## [Task to complete]
Print the data exactly as it is given, please.

## [Material provided]
########

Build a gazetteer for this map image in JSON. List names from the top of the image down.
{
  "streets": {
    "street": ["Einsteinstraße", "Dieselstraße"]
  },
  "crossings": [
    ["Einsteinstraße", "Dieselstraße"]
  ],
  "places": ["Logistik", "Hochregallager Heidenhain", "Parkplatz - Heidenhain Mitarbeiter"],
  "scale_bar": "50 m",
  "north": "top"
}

########

## [Answer space]
Build a gazetteer for this map image in JSON. List names from the top of the image down.
{
  "streets": {
    "street": ["Einsteinstraße", "Dieselstraße"]
  },
  "crossings": [
    ["Einsteinstraße", "Dieselstraße"]
  ],
  "places": ["Logistik", "Hochregallager Heidenhain", "Parkplatz - Heidenhain Mitarbeiter"],
  "scale_bar": "50 m",
  "north": "top"
}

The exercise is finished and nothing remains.